Sudah hampir satu minggu, suasana hati mereka tetap saja sepi. Arta dan Amanda banyak merenungi kisah-kisah yang mereka lalui bersama. Sementara itu, Reina dalam kamarnya sedang merapikan diri bersiap untuk keluar, dan di saat bersamaan ibunya berdiri di depan pintu kamar.
"Kamu mau ke mana, Rein. Kamu masih sakit," khawatir ibunya.
"Aku sehat, ma. Aku mau ke kampus, aku bosan di kamar ini terus."
"Tapi kamu masih sakit...sayang."
"Aku sudah sembuh, ma."
"Kata dokter, kamu butuh banyak istirahat."
"Satu minggu sudah banyak, ma."
"Itu belum cukup, sayang."
"Sudah ma....! Reina bukan anak kecil, dan bukan orang penyakitan." mendadak Reina menangis, dan sepertinya ingin marah lantaran dia belum bisa ke mana-mana karena penyakitnya.
Melihat Reina menangis, ibunya menyerbu masuk dan memeluknya erat. Elia berusaha menenangkan emosi anaknya, dan berusaha membawanya terbang hingga ke ketinggian tertentu, agar anaknya benar-benar keluar dari permasalahan yang selama ini dia derita dan pendam, tetapi karena hati gadis itu belum kuat, tetap saja dia gundah.
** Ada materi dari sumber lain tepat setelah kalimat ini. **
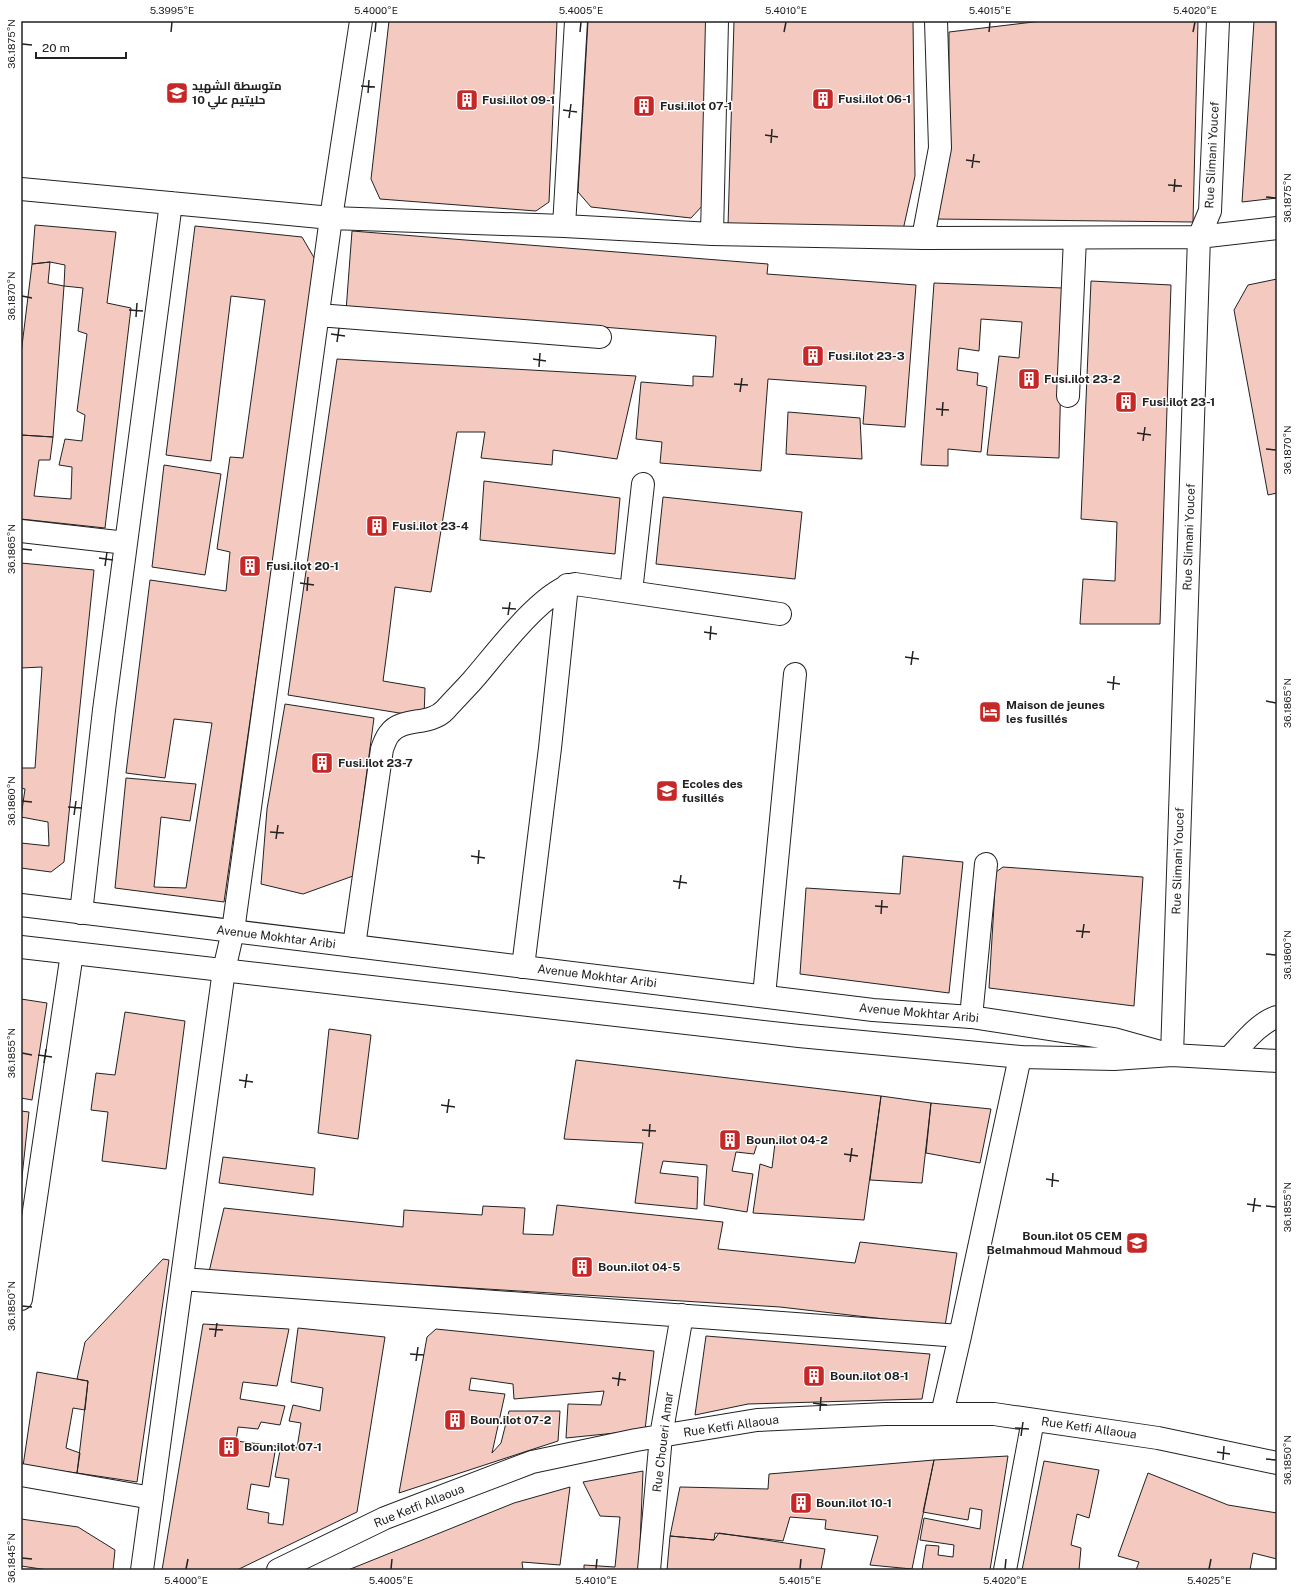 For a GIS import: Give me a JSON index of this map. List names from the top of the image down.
{
  "streets": {
    "street": [
      "Rue Slimani Youcef",
      "Avenue Mokhtar Aribi",
      "Rue Ketfi Allaoua",
      "Rue Choueri Amar"
    ]
  },
  "crossings": [
    ["Rue Slimani Youcef", "Avenue Mokhtar Aribi"],
    ["Rue Ketfi Allaoua", "Rue Choueri Amar"]
  ],
  "places": {
    "school or university": ["متوسطة الشهيد حليتيم علي 10", "Ecoles des fusillés", "Boun.ilot 05 CEM Belmahmoud Mahmoud"],
    "building": [
      "Fusi.ilot 06-1",
      "Fusi.ilot 09-1",
      "Fusi.ilot 07-1",
      "Fusi.ilot 23-3",
      "Fusi.ilot 23-2",
      "Fusi.ilot 23-1",
      "Fusi.ilot 23-4",
      "Fusi.ilot 20-1",
      "Fusi.ilot 23-7",
      "Boun.ilot 04-2",
      "Boun.ilot 04-5",
      "Boun.ilot 08-1",
      "Boun.ilot 07-2",
      "Boun.ilot 07-1",
      "Boun.ilot 10-1"
    ],
    "hotel": ["Maison de jeunes les fusillés"]
  },
  "scale_bar": "20 m",
  "coordinates": [
    "5.3995°E",
    "5.4000°E",
    "5.4005°E",
    "5.4010°E",
    "5.4015°E",
    "5.4020°E",
    "36.1875°N",
    "36.1870°N",
    "36.1865°N",
    "36.1860°N",
    "36.1855°N",
    "36.1850°N",
    "36.1845°N",
    "5.4025°E"
  ]
}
"Mengapa aku masih hidup, kalau aku nggak bisa ke mana-mana," ujar Reina marah, pikirannya saat itu terasa begitu berat, entah sudah berapa kali dia seperti itu, rasanya hampir setiap hari dia melakukannya sehingga segalanya tampak tidak seperti biasanya. Yang jelas, Elia selalu khawatir apa yang akan terjadi pada anaknya, apakah hidupnya harus demikian rapuh gara-gara penyakit yang dideritanya?
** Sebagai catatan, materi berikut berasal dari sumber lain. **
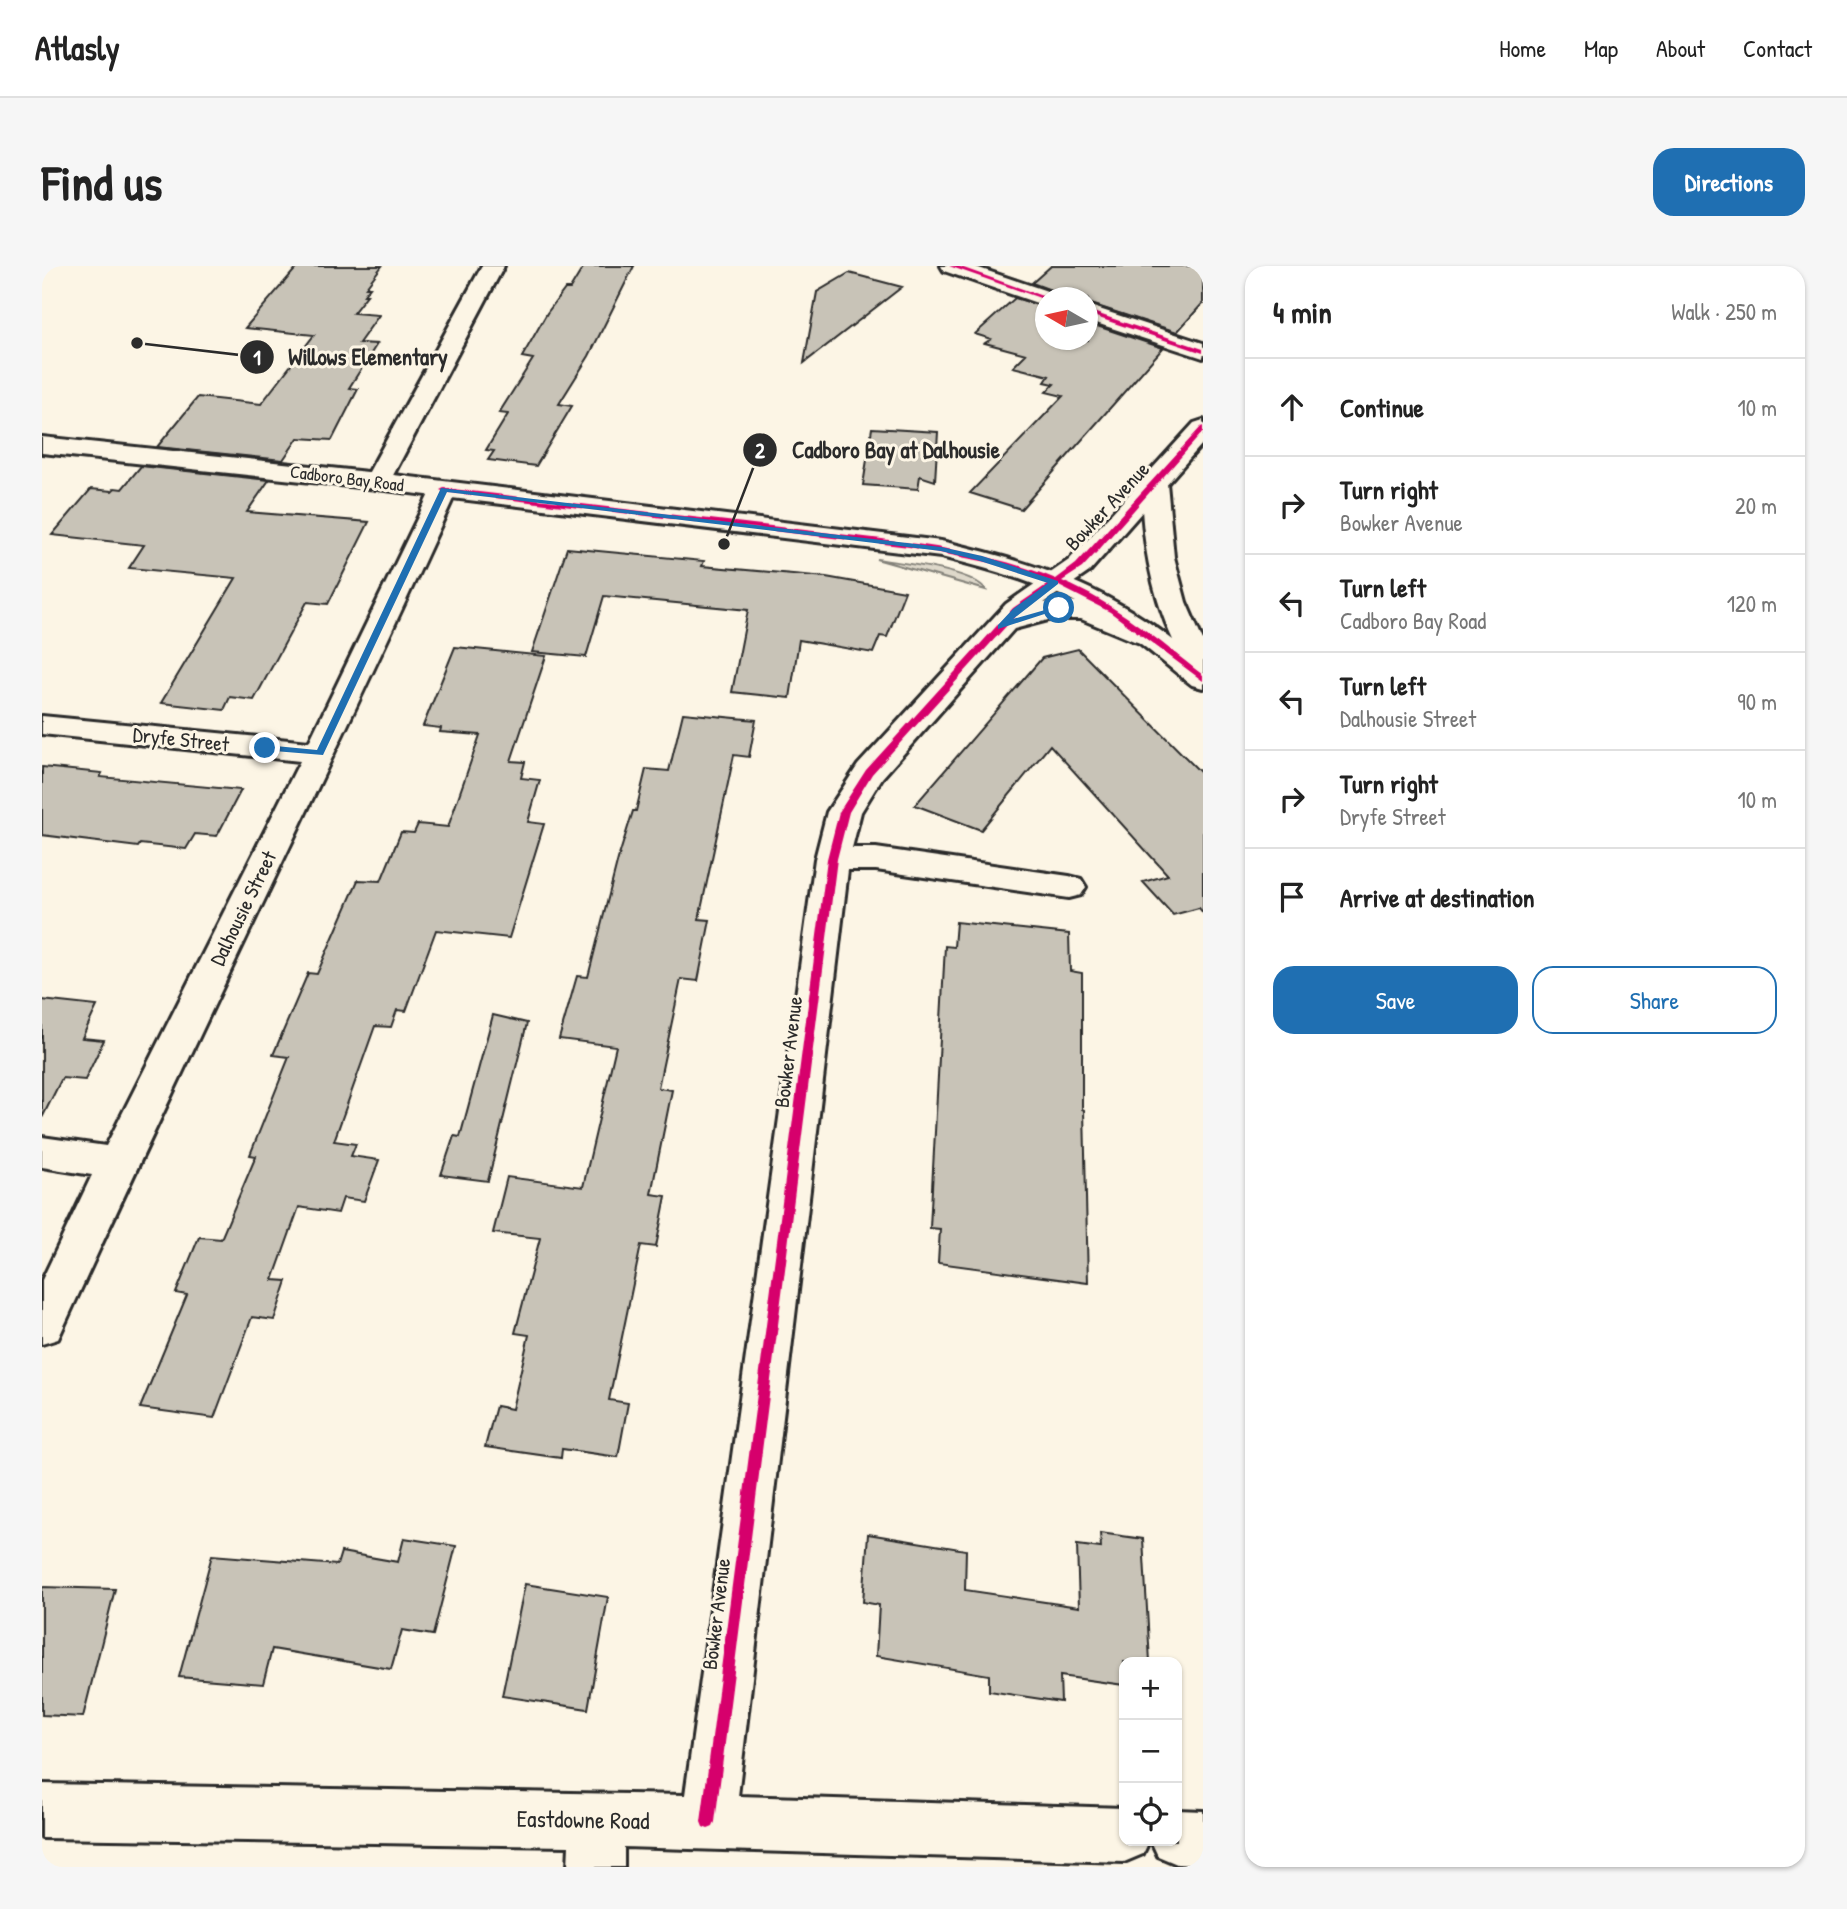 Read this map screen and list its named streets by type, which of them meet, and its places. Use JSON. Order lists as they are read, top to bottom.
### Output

"Sabar Rein," ucap Elia sambil merangkul kuat anaknya.
"Ma....aku pengen menghirup udara luar, kepengen ketemu teman-teman," mohon Reina. "Aku sehat dan aku nggak sakit."
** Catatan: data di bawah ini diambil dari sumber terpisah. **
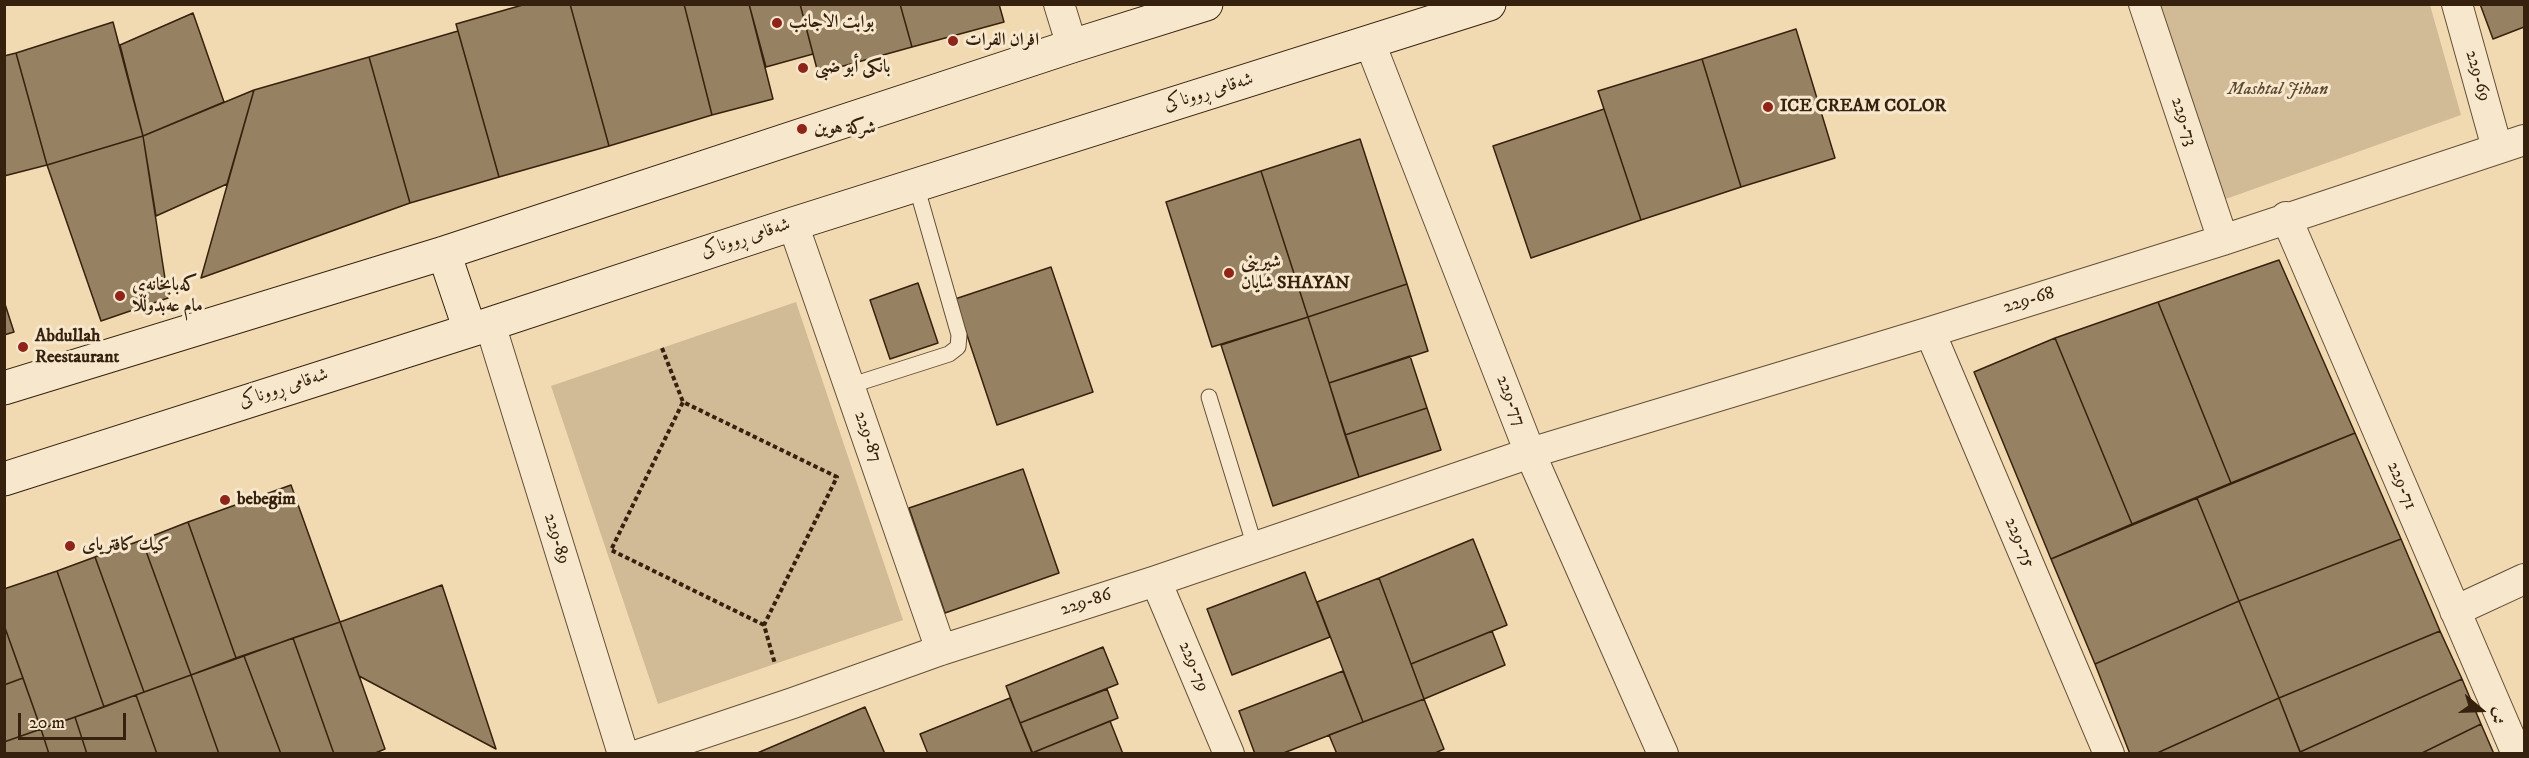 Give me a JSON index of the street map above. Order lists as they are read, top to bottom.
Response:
{
  "streets": {
    "main road": ["شەقامی ڕووناکی"],
    "street": [
      "229-69",
      "229-73",
      "229-68",
      "229-77",
      "229-87",
      "229-71",
      "229-89",
      "229-75",
      "229-86",
      "229-79"
    ]
  },
  "crossings": [
    ["229-69", "229-68"],
    ["شەقامی ڕووناکی", "229-77"],
    ["شەقامی ڕووناکی", "229-87"],
    ["شەقامی ڕووناکی", "229-89"],
    ["229-73", "229-68"],
    ["229-68", "229-77"],
    ["229-68", "229-71"],
    ["229-68", "229-75"],
    ["229-68", "229-86"],
    ["229-77", "229-86"],
    ["229-87", "229-86"],
    ["229-86", "229-79"]
  ],
  "parks": ["Mashtal Jihan"],
  "places": [
    "بوابت الاجانب",
    "افران الفرات",
    "بانكى أبو ضبى",
    "ICE CREAM COLOR",
    "شركة هوين",
    "شيرينى شايان SHAYAN",
    "کەبابخانەی مام عەبدوڵڵا",
    "Abdullah Reestaurant",
    "bebegim",
    "كيك كافترياى"
  ],
  "scale_bar": "20 m",
  "north": "right"
}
Elia memang merasakan kalau anaknya sudah tampak membaik, dia tidak melihat wajah pucatnya lagi. Dia takkan melarang, dan memberi izin anaknya keluar tapi dengan beberapa batasan karena dia masih khawatir, dan dia juga khawatir kalau terlalu memaksa anaknya untuk berdiam diri di kamarnya malah makin memperparah keadaan putrinya, membuatnya stres karena tidak bisa ke mana-mana akan berisiko terhadap penyakitnya.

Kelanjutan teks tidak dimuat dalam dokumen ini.